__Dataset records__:
= Beginning of Section =

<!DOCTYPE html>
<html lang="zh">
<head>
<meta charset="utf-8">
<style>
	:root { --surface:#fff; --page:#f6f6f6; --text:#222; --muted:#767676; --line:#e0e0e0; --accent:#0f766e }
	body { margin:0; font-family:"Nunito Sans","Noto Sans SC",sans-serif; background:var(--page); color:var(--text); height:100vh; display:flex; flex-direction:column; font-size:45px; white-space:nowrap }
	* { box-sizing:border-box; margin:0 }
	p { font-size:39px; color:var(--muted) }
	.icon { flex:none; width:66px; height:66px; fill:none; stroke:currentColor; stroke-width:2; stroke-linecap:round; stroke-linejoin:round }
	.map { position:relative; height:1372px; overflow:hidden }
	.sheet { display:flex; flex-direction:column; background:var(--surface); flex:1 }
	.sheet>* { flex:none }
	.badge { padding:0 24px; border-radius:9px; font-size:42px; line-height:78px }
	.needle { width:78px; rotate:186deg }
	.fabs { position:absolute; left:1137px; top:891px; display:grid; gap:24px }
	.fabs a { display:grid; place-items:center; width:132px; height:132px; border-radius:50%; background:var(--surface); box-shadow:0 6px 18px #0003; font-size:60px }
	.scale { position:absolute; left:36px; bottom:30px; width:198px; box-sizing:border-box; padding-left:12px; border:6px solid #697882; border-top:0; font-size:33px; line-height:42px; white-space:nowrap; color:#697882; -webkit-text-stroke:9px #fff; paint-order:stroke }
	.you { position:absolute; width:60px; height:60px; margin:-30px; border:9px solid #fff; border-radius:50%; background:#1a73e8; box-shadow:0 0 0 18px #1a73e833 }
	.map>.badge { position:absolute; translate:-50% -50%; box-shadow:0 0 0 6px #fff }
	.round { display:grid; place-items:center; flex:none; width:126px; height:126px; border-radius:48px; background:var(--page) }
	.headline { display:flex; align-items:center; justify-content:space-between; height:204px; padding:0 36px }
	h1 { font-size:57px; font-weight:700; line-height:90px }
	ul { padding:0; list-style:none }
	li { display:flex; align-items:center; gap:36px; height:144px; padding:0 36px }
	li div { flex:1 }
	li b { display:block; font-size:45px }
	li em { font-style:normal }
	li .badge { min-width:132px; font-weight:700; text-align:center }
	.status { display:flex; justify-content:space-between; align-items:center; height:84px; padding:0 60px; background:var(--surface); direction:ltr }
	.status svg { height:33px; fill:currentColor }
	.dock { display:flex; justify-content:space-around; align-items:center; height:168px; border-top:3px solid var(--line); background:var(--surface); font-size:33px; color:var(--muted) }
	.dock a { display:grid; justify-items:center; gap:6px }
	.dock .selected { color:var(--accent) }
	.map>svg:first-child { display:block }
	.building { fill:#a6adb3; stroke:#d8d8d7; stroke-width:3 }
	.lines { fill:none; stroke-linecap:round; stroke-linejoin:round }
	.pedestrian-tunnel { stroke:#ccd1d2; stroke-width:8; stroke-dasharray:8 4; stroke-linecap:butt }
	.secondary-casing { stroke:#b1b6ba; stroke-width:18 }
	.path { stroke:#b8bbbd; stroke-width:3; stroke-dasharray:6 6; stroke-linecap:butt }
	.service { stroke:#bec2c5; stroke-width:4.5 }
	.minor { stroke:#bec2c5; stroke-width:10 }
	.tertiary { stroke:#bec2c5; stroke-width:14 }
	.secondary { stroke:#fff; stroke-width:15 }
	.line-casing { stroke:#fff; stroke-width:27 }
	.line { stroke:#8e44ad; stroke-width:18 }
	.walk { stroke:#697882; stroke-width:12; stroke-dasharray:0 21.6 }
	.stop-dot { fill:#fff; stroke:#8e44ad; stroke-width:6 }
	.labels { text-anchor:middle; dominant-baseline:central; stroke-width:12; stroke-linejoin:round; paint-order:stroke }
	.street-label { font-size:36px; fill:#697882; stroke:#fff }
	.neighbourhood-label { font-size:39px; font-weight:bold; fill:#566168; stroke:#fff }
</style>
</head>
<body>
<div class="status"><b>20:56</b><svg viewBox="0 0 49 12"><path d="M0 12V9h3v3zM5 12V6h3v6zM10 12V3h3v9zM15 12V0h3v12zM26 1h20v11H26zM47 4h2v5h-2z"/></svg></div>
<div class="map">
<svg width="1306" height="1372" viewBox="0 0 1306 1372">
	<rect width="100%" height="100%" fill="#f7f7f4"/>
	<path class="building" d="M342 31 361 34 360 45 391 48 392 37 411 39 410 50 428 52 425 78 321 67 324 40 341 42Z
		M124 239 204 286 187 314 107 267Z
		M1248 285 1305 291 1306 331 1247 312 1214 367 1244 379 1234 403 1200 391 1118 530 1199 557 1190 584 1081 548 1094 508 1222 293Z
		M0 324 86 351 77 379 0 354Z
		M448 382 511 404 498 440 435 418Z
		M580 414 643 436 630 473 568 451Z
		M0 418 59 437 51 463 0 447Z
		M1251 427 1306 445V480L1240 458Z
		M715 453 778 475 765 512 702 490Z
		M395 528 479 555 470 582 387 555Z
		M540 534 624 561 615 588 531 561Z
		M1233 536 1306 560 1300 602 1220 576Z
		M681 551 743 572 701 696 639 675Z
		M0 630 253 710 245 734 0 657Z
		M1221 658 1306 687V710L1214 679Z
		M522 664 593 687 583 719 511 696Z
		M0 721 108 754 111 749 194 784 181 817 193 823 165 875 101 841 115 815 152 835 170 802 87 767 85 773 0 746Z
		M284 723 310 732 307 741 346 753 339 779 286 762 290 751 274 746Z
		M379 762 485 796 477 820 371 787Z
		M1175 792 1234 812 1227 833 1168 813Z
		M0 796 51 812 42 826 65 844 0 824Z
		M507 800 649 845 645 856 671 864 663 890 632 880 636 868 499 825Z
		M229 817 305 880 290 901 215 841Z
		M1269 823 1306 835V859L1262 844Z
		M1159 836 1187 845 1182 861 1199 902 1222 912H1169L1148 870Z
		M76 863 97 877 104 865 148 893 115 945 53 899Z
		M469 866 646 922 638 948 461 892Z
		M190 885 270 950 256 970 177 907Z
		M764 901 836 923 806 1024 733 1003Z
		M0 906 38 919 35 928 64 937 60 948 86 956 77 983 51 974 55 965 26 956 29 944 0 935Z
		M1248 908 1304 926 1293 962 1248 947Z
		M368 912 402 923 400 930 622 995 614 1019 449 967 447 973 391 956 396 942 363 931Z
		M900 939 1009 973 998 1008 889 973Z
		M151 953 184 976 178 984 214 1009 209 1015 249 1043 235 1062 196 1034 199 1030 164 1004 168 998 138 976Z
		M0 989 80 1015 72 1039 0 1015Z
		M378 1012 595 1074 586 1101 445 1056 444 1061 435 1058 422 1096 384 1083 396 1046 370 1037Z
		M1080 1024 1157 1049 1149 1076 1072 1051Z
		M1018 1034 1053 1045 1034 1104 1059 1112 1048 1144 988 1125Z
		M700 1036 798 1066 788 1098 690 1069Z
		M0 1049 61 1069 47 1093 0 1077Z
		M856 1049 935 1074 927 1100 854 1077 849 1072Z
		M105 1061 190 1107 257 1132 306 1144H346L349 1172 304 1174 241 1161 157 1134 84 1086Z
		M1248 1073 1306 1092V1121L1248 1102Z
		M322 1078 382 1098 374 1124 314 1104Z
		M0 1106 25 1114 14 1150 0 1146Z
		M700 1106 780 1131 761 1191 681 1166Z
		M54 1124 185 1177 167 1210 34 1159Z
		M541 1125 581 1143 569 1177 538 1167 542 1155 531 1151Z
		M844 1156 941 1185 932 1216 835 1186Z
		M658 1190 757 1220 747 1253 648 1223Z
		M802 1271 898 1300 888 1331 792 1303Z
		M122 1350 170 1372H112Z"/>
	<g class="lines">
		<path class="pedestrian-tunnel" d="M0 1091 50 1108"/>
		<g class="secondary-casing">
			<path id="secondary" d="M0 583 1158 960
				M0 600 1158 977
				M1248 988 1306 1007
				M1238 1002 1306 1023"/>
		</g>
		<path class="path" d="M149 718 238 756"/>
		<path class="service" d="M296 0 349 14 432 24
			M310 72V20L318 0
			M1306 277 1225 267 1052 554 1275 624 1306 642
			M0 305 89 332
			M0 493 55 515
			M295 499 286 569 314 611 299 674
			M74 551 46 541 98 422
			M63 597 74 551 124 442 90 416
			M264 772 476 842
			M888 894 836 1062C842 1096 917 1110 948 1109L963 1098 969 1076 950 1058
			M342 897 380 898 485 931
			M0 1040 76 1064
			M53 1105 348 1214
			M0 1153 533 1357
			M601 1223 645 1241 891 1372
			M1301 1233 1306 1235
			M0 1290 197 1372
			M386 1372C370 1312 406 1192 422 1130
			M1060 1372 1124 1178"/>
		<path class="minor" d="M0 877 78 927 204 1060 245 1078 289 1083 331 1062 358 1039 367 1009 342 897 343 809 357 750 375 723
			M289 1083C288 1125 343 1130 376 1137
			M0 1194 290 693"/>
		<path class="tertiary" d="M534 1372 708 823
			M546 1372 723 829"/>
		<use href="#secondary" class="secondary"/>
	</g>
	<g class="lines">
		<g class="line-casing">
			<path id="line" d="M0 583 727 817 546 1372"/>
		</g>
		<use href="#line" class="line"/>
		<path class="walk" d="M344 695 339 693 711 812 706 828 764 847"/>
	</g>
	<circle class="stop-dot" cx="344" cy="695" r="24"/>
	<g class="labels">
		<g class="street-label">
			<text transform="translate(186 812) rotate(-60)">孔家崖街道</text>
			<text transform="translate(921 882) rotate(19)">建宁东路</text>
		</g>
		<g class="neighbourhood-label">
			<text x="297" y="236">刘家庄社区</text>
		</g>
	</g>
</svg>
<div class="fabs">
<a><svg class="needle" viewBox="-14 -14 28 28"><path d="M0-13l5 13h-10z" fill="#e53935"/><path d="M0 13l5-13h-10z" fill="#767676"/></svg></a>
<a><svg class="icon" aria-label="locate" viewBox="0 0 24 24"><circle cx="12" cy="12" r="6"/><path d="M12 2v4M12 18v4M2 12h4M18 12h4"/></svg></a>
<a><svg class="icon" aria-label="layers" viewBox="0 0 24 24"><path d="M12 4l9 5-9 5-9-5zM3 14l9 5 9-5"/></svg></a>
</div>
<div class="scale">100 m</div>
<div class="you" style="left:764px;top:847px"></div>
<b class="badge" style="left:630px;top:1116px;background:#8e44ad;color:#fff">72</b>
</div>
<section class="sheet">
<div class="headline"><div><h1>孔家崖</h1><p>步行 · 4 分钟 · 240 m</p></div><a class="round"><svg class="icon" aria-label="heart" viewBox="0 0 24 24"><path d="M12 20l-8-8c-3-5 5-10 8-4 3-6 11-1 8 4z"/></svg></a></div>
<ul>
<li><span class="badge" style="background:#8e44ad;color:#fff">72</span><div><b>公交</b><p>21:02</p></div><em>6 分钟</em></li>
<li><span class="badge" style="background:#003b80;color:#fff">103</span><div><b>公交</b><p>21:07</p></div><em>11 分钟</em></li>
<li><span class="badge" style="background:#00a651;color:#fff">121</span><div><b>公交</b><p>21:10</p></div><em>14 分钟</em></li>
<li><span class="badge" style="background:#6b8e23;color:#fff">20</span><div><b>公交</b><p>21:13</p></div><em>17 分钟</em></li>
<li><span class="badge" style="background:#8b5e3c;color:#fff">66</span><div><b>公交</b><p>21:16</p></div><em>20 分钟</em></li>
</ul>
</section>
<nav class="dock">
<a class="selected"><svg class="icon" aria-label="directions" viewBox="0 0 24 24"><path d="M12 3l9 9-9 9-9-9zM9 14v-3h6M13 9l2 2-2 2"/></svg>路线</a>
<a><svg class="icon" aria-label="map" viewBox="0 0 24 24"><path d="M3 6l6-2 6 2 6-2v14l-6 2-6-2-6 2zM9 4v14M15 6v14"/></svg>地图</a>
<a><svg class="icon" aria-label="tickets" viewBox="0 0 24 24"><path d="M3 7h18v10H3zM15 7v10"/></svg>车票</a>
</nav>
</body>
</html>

= End of Section =

__The task__:
Provide the count, and nothing else, of lines in the data above where the word "scale" occurs.

__Written reply__:
2